As a part of the company’s strategy of a post-pandemic shift to flexible working patterns, the oil and energy major British Petroleum has told about 25,000 of its office based employees that they should get prepared to work from home for at least two days a week.
This new hybrid model of working was introduced to the employees of the global oil company last month. The company expects that there will be a 60-40 split between office and home working which could be implemented starting this summer with the easing of Cvoid-19 restrictions.
The value of in-person collaboration and remote work is recognized by it, the company said, and added that it hopes that a more “flexible, engaging and dynamic” way of working could be offered to individuals and teams by the mix.
This flexible working schedule at the company will be implemented across the global network of the company for its offices and the company expects that about 6,000 employees will be affected by the company in the United Kingdom which will include more then 2,000 staff in central London itself.
This change in working schedule at the company is a part of the a major modernisation strategy for the 111-year old oil company under the leadership of Bernard Looney who was appointed to the post of chief executive in February last year. The company has set a target of becoming a “net zero carbon” company by 2050.
There were reports last summer about the company planning to significantly reducing its working spaces by adopting remote working and flexible workplace layouts because of the emergence of the pandemic and the significantly large job losses.
As of the end of 2019, there were 70,000 employees of BP in 79 countries. The company last year unveiled plans for cutting down its workforce by 15 per cent which amounts to about 10,000 job roles mostly from the office based workforce.
The company’s teams, individuals and managers would “together work out where and how they will best work, and when they come together in the office”, said a spokesman for BP.
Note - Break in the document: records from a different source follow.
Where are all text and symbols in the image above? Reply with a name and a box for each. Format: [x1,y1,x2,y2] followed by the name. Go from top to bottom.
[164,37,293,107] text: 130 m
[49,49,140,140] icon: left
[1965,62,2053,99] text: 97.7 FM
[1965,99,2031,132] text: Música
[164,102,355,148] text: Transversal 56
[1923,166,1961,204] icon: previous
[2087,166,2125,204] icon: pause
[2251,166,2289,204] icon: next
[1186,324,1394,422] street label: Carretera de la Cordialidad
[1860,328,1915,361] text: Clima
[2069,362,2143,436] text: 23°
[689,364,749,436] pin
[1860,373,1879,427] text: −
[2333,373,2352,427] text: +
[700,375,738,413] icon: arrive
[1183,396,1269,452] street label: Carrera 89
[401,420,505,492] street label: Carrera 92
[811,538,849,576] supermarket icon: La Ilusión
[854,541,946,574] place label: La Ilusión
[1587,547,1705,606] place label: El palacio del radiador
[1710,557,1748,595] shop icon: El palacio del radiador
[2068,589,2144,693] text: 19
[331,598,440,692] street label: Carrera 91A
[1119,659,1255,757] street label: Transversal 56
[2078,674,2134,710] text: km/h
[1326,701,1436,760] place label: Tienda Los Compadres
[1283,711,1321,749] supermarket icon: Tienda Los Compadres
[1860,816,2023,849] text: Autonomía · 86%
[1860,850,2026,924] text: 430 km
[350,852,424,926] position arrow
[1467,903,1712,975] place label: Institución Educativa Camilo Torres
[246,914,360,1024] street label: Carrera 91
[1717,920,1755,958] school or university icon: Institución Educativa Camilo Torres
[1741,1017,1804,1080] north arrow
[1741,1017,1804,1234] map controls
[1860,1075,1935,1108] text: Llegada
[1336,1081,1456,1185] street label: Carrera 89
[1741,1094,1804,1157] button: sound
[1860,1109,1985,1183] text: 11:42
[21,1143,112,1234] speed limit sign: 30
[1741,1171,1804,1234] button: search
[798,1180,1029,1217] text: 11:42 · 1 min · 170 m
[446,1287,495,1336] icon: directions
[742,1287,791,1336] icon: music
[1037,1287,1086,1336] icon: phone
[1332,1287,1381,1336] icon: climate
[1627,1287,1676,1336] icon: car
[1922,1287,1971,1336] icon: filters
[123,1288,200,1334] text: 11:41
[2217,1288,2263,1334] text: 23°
The spokesman added that the company will be “changing and reconfiguring” its offices over time to lend support to collaboration and create more flexible environments for holding meetings and sharing of ideas.
“Some roles will require people to be in the office or their prime location every day, and some roles will require greater travel or connecting digitally with colleagues, with less time in the office. There may also be some colleagues who prefer working in the office more,” he said.
The sale of BP’s London headquarters at St James’s Square is included in the downsizing plan of the company. The £250m sale to the Hong Kong investment fund Lifestyle international was confirmed by BP last year.
BP will lease the building back for up to two years before moving out.